- **Records for processing**
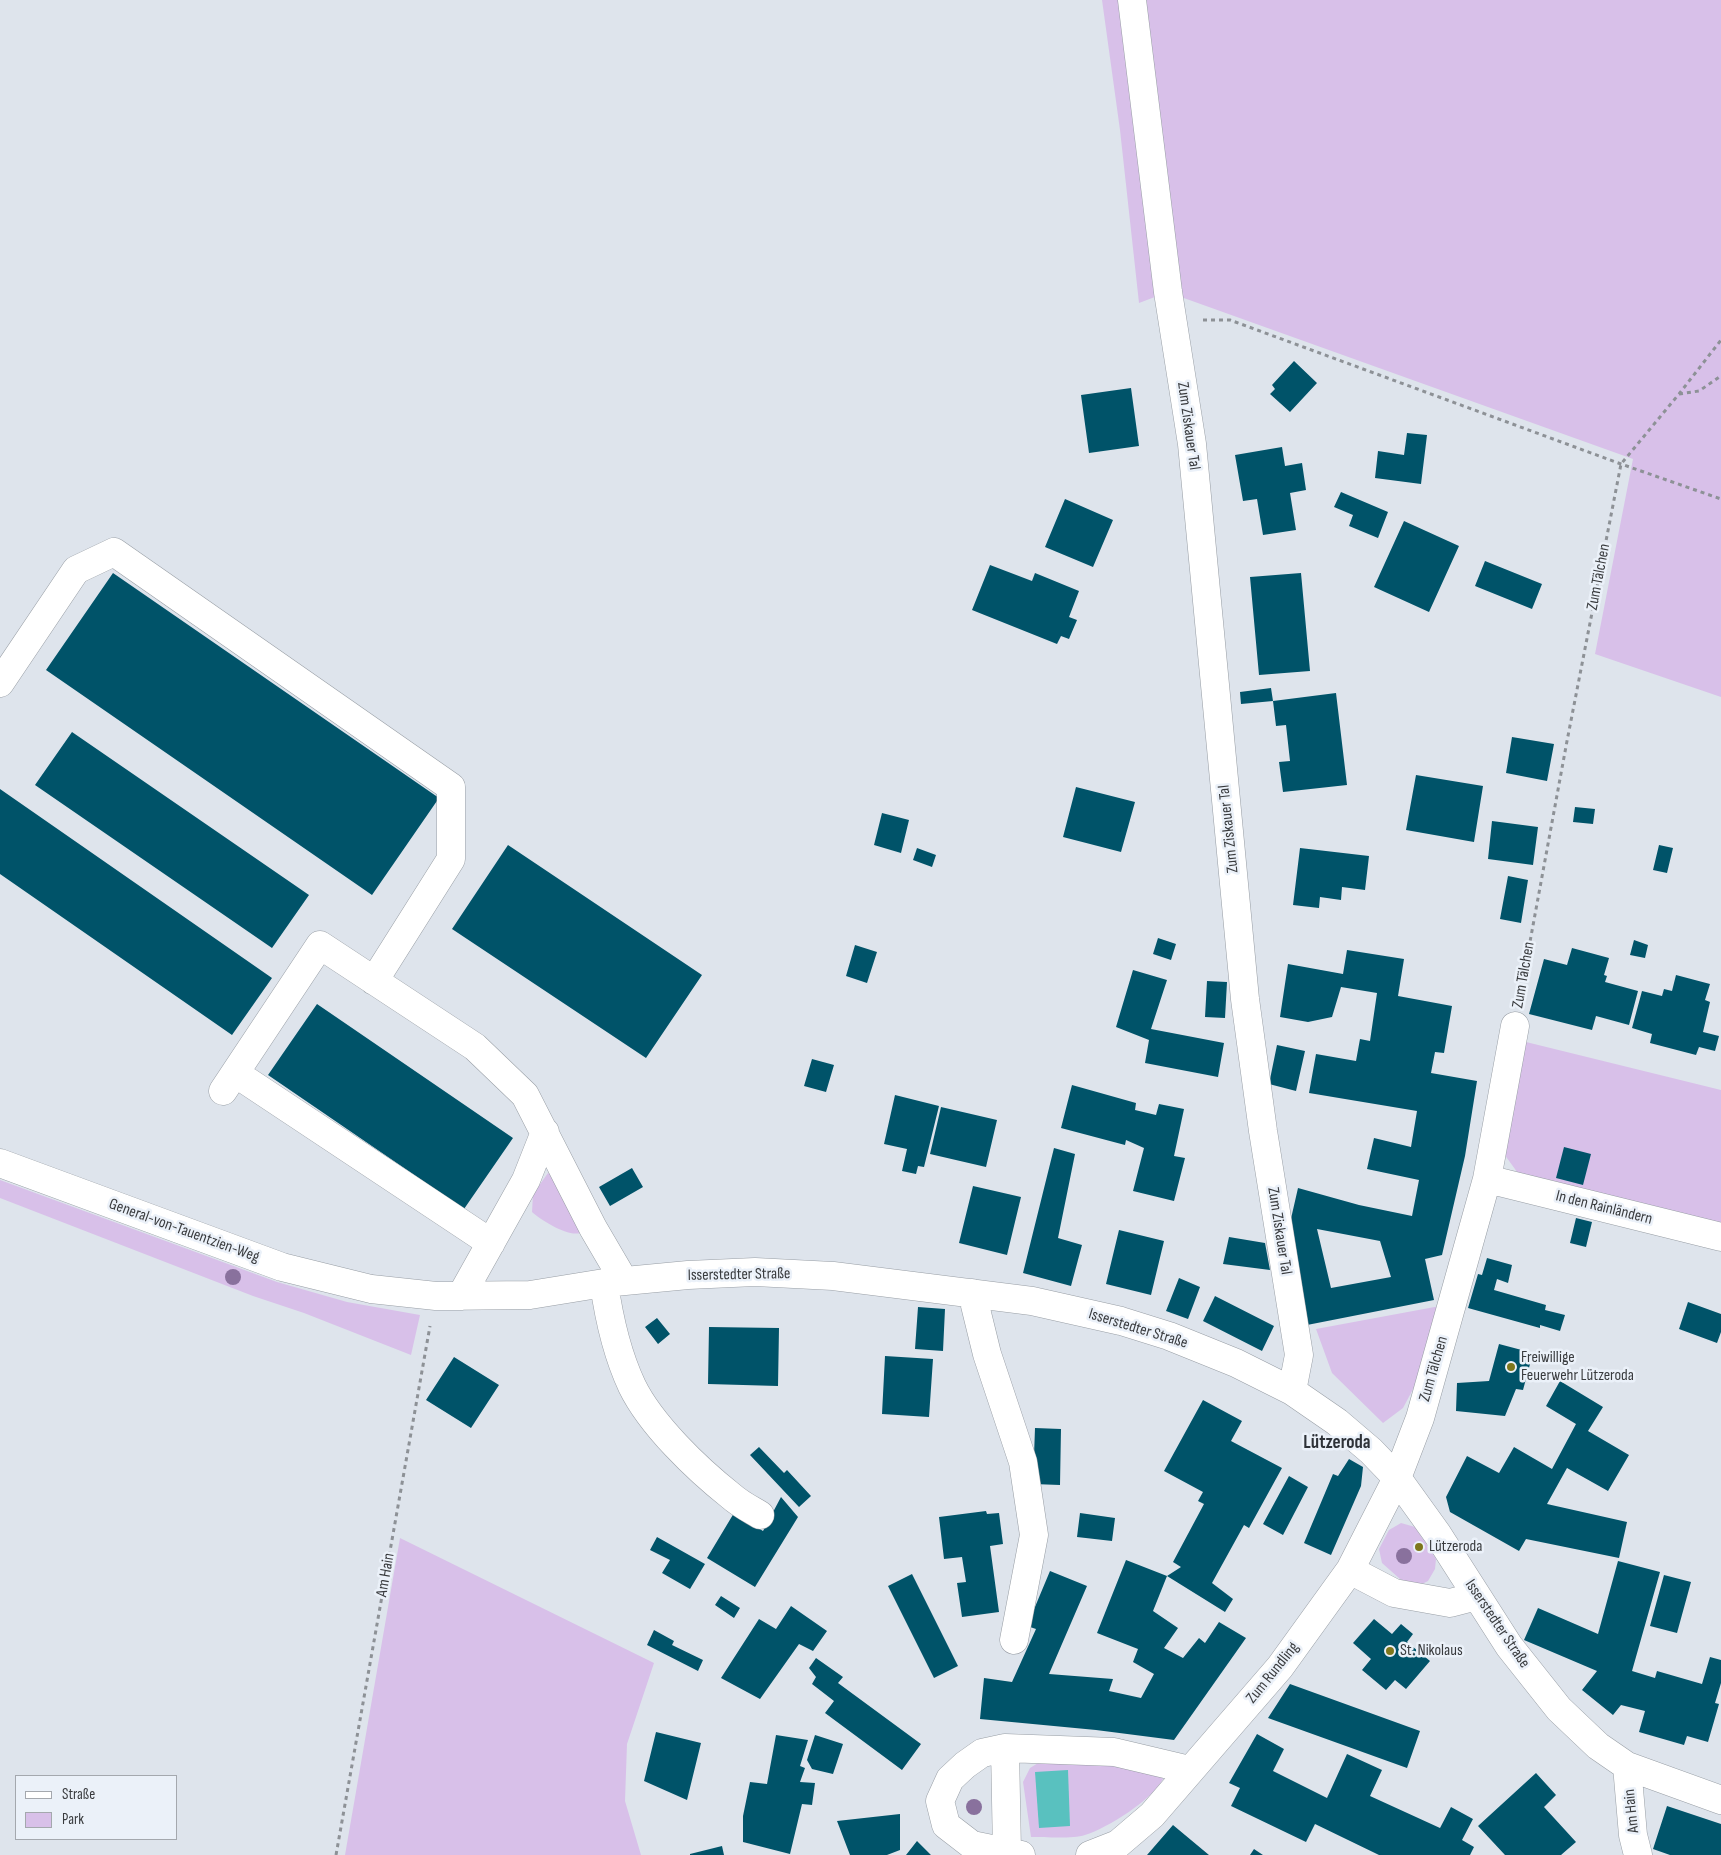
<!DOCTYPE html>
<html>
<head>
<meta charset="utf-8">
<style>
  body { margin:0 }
  #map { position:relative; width:1721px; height:1855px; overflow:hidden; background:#dee4ec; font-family:"Sofia Sans Condensed",sans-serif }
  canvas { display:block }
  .legend { position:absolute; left:15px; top:1775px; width:162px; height:65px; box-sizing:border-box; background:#ebf1f9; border:1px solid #a4a8ae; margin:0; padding:6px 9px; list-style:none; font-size:15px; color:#393b3e }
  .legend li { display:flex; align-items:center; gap:10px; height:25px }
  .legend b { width:25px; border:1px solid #a4a8ae }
</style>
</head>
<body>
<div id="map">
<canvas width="1721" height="1855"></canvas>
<ul class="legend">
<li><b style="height:6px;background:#fff"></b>Straße</li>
<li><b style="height:14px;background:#d8c0e9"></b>Park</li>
</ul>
</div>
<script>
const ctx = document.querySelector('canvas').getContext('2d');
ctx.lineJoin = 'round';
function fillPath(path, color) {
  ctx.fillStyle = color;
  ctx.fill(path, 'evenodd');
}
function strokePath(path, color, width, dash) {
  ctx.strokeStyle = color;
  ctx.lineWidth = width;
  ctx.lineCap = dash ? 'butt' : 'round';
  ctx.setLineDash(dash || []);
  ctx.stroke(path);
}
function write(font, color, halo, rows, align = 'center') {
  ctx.font = font + ' "Sofia Sans Condensed",sans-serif';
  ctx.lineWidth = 5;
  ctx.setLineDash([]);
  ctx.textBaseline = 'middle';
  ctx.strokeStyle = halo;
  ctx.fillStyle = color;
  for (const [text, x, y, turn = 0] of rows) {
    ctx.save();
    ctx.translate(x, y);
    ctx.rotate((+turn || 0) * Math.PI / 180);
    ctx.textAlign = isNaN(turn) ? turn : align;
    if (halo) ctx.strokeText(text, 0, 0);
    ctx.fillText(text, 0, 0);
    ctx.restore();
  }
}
fillPath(new Path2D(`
  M 1102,0 L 1132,0 L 1168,292 L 1139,303 L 1120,130 Z
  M 1143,0 L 1721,0 L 1721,697 L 1595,654 L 1633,459 L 1181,297 Z
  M 1522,1041 L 1721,1090 L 1721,1225 L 1520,1176 L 1499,1147 Z
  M 548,1173 L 560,1179 L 587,1228 C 585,1230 583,1232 580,1233 C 568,1237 541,1220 532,1212 L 533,1194 Z
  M 0,1180 L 277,1282 L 347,1302 L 420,1315 L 411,1355 L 304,1313 L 253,1296 L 0,1198 Z
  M 1440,1306 L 1420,1376 L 1403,1408 L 1383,1423 L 1332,1373 L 1316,1329 Z
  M 1401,1523 L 1415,1527 L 1436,1559 L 1435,1569 L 1428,1581 L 1422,1584 L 1412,1585 L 1400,1579 L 1382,1563 L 1379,1549 L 1389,1530 Z
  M 400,1538 L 654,1663 L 627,1744 L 625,1801 L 641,1855 L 345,1855 Z
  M 1043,1760 L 1157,1767 L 1163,1779 C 1153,1799 1108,1828 1085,1835 C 1073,1839 1045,1837 1031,1837 L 1023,1782 L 1030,1768 Z`), '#d8c0e9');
fillPath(new Path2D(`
  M 1068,1770 L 1070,1826 L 1039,1828 L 1035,1772 Z`), '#59c1bf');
fillPath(new Path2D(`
  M 1294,361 L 1317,383 L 1290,412 L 1270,394 L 1275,389 L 1272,385 Z
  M 1131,388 L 1139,446 L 1089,453 L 1081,395 Z
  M 1407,433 L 1427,435 L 1421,484 L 1375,478 L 1378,451 L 1404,455 Z
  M 1282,447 L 1285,466 L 1302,463 L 1306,490 L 1290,493 L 1296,530 L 1263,535 L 1257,499 L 1243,501 L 1235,455 Z
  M 1341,492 L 1388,512 L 1378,538 L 1349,526 L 1353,515 L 1334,507 Z
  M 1065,499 L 1113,520 L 1093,567 L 1045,547 Z
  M 1404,521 L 1459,546 L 1429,612 L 1374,587 Z
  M 1485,561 L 1542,584 L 1532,609 L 1475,586 Z
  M 990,565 L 1032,581 L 1035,573 L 1079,591 L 1069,617 L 1077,620 L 1069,639 L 1061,636 L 1057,644 L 972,610 Z
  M 113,573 L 439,798 L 372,895 L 46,670 Z
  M 1301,573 L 1310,671 L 1259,675 L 1250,577 Z
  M 1271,688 L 1273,701 L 1241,704 L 1240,692 Z
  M 1336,693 L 1347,785 L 1283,792 L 1279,762 L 1290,761 L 1286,725 L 1276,726 L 1273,701 Z
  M 72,732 L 309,895 L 272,948 L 35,785 Z
  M 1512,737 L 1554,744 L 1547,781 L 1506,773 Z
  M 1416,775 L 1483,786 L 1474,842 L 1406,830 Z
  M 1076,787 L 1135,802 L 1121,852 L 1063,837 Z
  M 0,789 L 272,978 L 232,1035 L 0,874 Z
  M 1575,807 L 1595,809 L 1593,824 L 1573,822 Z
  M 882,813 L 909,820 L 901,853 L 874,845 Z
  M 1492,821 L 1538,827 L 1533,865 L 1488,859 Z
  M 508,845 L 702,975 L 646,1058 L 452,929 Z
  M 1659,845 L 1673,848 L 1667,873 L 1653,870 Z
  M 917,848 L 936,855 L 932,867 L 913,860 Z
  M 1300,848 L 1369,856 L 1365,890 L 1342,887 L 1341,900 L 1320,897 L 1319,908 L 1293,905 Z
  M 1508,876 L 1528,880 L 1521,923 L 1500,919 Z
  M 1158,938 L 1176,944 L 1171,960 L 1153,954 Z
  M 1634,940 L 1648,945 L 1645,958 L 1630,955 Z
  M 855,945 L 877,952 L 867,983 L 846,976 Z
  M 1572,948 L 1609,958 L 1604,975 L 1607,976 L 1605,982 L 1638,991 L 1629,1025 L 1596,1016 L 1592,1030 L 1529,1014 L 1544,959 L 1567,965 Z
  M 1347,950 L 1404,959 L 1398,996 L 1452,1006 L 1444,1053 L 1435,1052 L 1431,1073 L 1477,1081 L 1465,1156 L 1442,1255 L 1425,1259 L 1434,1300 L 1307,1325 L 1290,1223 L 1298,1188 L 1359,1205 L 1412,1216 L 1419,1180 L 1367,1169 L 1374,1138 L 1411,1147 L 1417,1111 L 1309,1093 L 1316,1054 L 1356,1061 L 1360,1039 L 1370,1041 L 1377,993 L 1341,987 L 1332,1017 L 1308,1022 L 1280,1017 L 1288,964 L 1343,974 ZM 1317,1229 L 1380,1241 L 1391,1277 L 1331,1288 Z
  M 1133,970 L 1167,980 L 1151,1029 L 1224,1043 L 1218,1077 L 1145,1063 L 1149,1040 L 1116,1027 Z
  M 1676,975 L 1710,984 L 1705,1000 L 1710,1002 L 1703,1032 L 1719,1036 L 1715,1051 L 1699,1047 L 1696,1055 L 1650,1043 L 1652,1034 L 1632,1028 L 1642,991 L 1662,996 L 1664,989 L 1672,991 Z
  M 1207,981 L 1227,982 L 1225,1018 L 1205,1017 Z
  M 317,1004 L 513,1138 L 464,1209 L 268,1075 Z
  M 1277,1045 L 1305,1051 L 1296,1091 L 1269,1084 Z
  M 812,1059 L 834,1065 L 826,1092 L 804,1086 Z
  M 1072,1085 L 1136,1103 L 1135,1110 L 1156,1115 L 1159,1104 L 1184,1109 L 1174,1156 L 1185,1158 L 1174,1201 L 1133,1191 L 1144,1148 L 1126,1140 L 1125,1145 L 1061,1128 Z
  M 895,1095 L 939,1106 L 924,1167 L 918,1166 L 916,1174 L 902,1171 L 907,1149 L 884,1144 Z
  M 941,1107 L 997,1120 L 986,1167 L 930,1154 Z
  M 1564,1147 L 1591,1154 L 1583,1185 L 1556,1178 Z
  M 1054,1148 L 1075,1154 L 1058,1238 L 1082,1245 L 1071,1286 L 1023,1273 Z
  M 632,1168 L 643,1187 L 610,1206 L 599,1187 Z
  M 973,1186 L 1021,1197 L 1007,1255 L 959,1243 Z
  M 1576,1218 L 1592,1222 L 1586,1247 L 1570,1243 Z
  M 1119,1230 L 1164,1241 L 1151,1295 L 1106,1284 Z
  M 1229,1237 L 1265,1243 L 1270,1270 L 1223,1264 Z
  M 1487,1258 L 1512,1265 L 1508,1283 L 1497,1279 L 1494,1290 L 1546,1305 L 1545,1310 L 1565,1315 L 1560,1331 L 1540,1325 L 1540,1328 L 1468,1308 L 1478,1274 L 1482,1275 Z
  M 1179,1278 L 1200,1287 L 1188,1319 L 1166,1311 Z
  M 1215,1296 L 1274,1326 L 1262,1351 L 1203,1321 Z
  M 1688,1302 L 1721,1314 L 1721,1332 L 1717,1343 L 1679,1329 Z
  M 918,1307 L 945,1309 L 943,1351 L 915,1349 Z
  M 657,1318 L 670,1334 L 658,1344 L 645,1327 Z
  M 709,1327 L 779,1328 L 778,1386 L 708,1384 Z
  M 1499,1344 L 1533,1353 L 1523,1390 L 1516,1389 L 1505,1416 L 1456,1411 L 1457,1383 L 1489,1381 Z
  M 885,1356 L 933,1359 L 929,1417 L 882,1414 Z
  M 454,1357 L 499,1385 L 471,1428 L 426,1400 Z
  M 1560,1381 L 1603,1407 L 1588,1431 L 1629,1455 L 1608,1491 L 1567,1468 L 1547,1504 L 1627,1522 L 1619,1558 L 1526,1539 L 1519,1551 L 1450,1512 L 1446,1497 L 1467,1456 L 1499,1473 L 1514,1447 L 1552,1469 L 1576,1424 L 1546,1406 Z
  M 1203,1400 L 1242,1421 L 1231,1441 L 1282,1468 L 1249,1528 L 1244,1525 L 1212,1583 L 1233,1599 L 1225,1612 L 1167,1576 L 1181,1567 L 1173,1562 L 1204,1504 L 1198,1501 L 1203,1492 L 1164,1471 Z
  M 1035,1428 L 1061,1429 L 1060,1485 L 1033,1484 Z
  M 759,1447 L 784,1473 L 787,1470 L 811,1496 L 799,1507 L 750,1455 Z
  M 1349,1459 L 1363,1467 L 1361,1486 L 1331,1555 L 1304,1543 L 1333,1474 L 1338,1476 Z
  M 1289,1476 L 1308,1487 L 1283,1535 L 1263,1524 Z
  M 781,1497 L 798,1517 L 755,1587 L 707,1558 L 734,1513 L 763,1531 Z
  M 986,1511 L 987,1514 L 999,1513 L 1003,1544 L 990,1546 L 999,1612 L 962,1617 L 957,1583 L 966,1582 L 962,1557 L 944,1559 L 939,1517 Z
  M 1080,1513 L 1115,1518 L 1112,1541 L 1077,1537 Z
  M 657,1537 L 705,1564 L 690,1589 L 662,1573 L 670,1560 L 650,1550 Z
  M 1126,1560 L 1167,1576 L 1153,1611 L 1178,1628 L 1164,1648 L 1183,1658 L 1199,1638 L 1205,1643 L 1219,1622 L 1246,1638 L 1174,1740 L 1096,1730 L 980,1719 L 984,1678 L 1012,1682 L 1036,1629 L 1027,1626 L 1050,1571 L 1087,1586 L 1049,1674 L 1113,1679 L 1109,1691 L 1141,1698 L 1154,1674 L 1133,1662 L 1138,1649 L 1097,1633 Z
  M 1618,1561 L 1660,1572 L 1632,1671 L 1655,1678 L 1657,1671 L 1702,1684 L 1710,1657 L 1721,1660 L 1721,1683 L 1715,1703 L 1719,1704 L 1708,1742 L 1687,1736 L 1684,1745 L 1639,1732 L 1645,1711 L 1621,1705 L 1613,1715 L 1582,1690 L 1597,1671 L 1524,1640 L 1538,1608 L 1598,1634 Z
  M 912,1574 L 958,1666 L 934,1678 L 888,1586 Z
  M 1664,1575 L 1691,1582 L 1677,1633 L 1650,1626 Z
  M 721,1596 L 740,1608 L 734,1618 L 715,1605 Z
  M 791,1606 L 827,1631 L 813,1651 L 799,1644 L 760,1699 L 721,1678 L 759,1619 L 776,1629 Z
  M 1374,1619 L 1392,1634 L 1401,1624 L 1413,1634 L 1407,1642 L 1430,1661 L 1406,1689 L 1395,1680 L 1386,1690 L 1362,1670 L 1371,1659 L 1353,1643 Z
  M 654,1630 L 674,1641 L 672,1645 L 703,1660 L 698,1671 L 647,1645 Z
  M 816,1658 L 843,1677 L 838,1683 L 921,1744 L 902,1770 L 825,1713 L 834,1701 L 812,1684 L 816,1677 L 809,1668 Z
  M 1290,1684 L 1420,1731 L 1407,1768 L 1268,1718 Z
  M 656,1732 L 701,1743 L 687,1800 L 644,1781 Z
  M 1257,1734 L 1284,1749 L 1273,1771 L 1327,1798 L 1347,1754 L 1382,1770 L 1370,1796 L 1440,1828 L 1451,1807 L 1473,1819 L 1462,1840 L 1474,1847 L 1470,1855 L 1379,1855 L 1315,1824 L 1306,1842 L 1231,1806 L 1240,1788 L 1229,1783 Z
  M 776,1735 L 808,1740 L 800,1766 L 805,1768 L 800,1782 L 815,1783 L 812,1805 L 802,1804 L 790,1854 L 743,1842 L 743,1816 L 750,1782 L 767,1784 Z
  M 815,1735 L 843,1744 L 833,1774 L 812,1769 L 807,1760 Z
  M 1536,1773 L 1556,1795 L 1544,1807 L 1576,1842 L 1561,1855 L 1505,1855 L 1478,1826 Z
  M 1667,1806 L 1721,1824 L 1721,1855 L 1670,1855 L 1653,1849 Z
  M 900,1814 L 900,1850 L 887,1855 L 850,1855 L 837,1821 Z
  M 1173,1825 L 1209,1855 L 1147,1855 Z
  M 917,1841 L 931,1855 L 906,1855 Z
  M 722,1846 L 724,1855 L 690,1855 L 690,1854 Z
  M 1254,1849 L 1263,1855 L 1250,1855 Z`), '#005369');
const minor = new Path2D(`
  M 1132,0 L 1168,292 L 1192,444 L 1245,999 L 1263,1131 L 1299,1355 L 1292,1391
  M 0,683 L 76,570 L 114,552 L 451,787 L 451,859 L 374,981
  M 235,1073 L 491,1243
  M 223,1091 L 320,945 L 475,1047 L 525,1095 L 593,1228 L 624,1281
  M 0,1163 L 282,1267 L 371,1289 L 436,1296 L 530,1295 L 604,1283 L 688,1275 L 755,1272 L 833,1276 L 1032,1301 L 1121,1321 L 1169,1336 L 1236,1363 L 1292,1391 L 1337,1422 L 1371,1451 L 1397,1478 L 1438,1535 L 1509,1646 L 1559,1709 L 1598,1746 L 1627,1766 L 1721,1800
  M 1487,1179 L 1721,1237
  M 604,1283 C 609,1319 617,1354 632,1386 C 651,1425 697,1469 731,1496 C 740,1504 750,1509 760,1515
  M 972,1293 L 987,1354 L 1023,1462 L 1034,1535 L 1014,1640
  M 461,1296 L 526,1180 L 545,1132
  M 1350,1570 L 1394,1593 L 1450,1603 L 1477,1596
  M 1005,1748 L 982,1753 L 965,1765 L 950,1779 L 940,1801 L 946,1825 L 972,1845 L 1021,1855
  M 1627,1766 L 1633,1835 L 1638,1855
  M 1007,1852 L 1005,1748 L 1114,1752 L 1190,1770
  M 1090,1855 L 1118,1844 L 1152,1815 L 1280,1667 L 1350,1570 L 1397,1478 L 1420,1418 L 1487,1179 L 1515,1026`);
strokePath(minor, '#989ea5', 29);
strokePath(new Path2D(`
  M 1203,320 L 1230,320 L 1621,464 L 1721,499
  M 1679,394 L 1699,391 L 1721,376
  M 1520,996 L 1567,741 L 1621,464 L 1679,394 L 1721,340
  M 336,1855 L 430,1326`), '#8d9196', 3, [4, 4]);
strokePath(minor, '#fff', 28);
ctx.fillStyle = '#89719d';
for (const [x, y] of [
  [233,1277],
  [1404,1556],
  [974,1807]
]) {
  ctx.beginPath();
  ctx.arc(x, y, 8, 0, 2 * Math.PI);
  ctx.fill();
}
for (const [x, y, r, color] of [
  [1511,1367,5,"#7e771c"],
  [1419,1547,5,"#7e771c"],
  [1390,1651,5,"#7e771c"]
]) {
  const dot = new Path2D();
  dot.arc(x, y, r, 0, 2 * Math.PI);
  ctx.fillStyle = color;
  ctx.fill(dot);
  strokePath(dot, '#ebf1f9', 2);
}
write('16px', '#393b3e', '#ebf1f9', [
  ["Zum Ziskauer Tal",1188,426,82],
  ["Zum Tälchen",1599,577,-79],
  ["Zum Ziskauer Tal",1229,829,-96],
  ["Zum Tälchen",1524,975,-80],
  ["In den Rainländern",1604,1208,14],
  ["General-von-Tauentzien-Weg",184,1231,20],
  ["Zum Ziskauer Tal",1279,1231,81],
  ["Isserstedter Straße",739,1275,-1],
  ["Isserstedter Straße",1138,1329,17],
  ["Zum Tälchen",1434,1369,-74],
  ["Am Hain",386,1575,-80],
  ["Isserstedter Straße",1497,1624,56],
  ["Zum Rundling",1273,1673,-51],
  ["Am Hain",1632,1811,-96]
]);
write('16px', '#393b3e', '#ebf1f9', [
  ["Freiwillige",1521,1358],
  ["Feuerwehr Lützeroda",1521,1376],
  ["Lützeroda",1429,1547],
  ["St. Nikolaus",1400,1651]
], 'left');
write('bold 19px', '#2e3238', '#ebf1f9', [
  ["Lützeroda",1337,1443]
]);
</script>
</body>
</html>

- **To do**
From the first line above down to the line with "ctx.lineWidth = width;", reproduce every line and no others, omitting pictures.

- **Answer to the problem**
<!DOCTYPE html>
<html>
<head>
<meta charset="utf-8">
<style>
  body { margin:0 }
  #map { position:relative; width:1721px; height:1855px; overflow:hidden; background:#dee4ec; font-family:"Sofia Sans Condensed",sans-serif }
  canvas { display:block }
  .legend { position:absolute; left:15px; top:1775px; width:162px; height:65px; box-sizing:border-box; background:#ebf1f9; border:1px solid #a4a8ae; margin:0; padding:6px 9px; list-style:none; font-size:15px; color:#393b3e }
  .legend li { display:flex; align-items:center; gap:10px; height:25px }
  .legend b { width:25px; border:1px solid #a4a8ae }
</style>
</head>
<body>
<div id="map">
<canvas width="1721" height="1855"></canvas>
<ul class="legend">
<li><b style="height:6px;background:#fff"></b>Straße</li>
<li><b style="height:14px;background:#d8c0e9"></b>Park</li>
</ul>
</div>
<script>
const ctx = document.querySelector('canvas').getContext('2d');
ctx.lineJoin = 'round';
function fillPath(path, color) {
  ctx.fillStyle = color;
  ctx.fill(path, 'evenodd');
}
function strokePath(path, color, width, dash) {
  ctx.strokeStyle = color;
  ctx.lineWidth = width;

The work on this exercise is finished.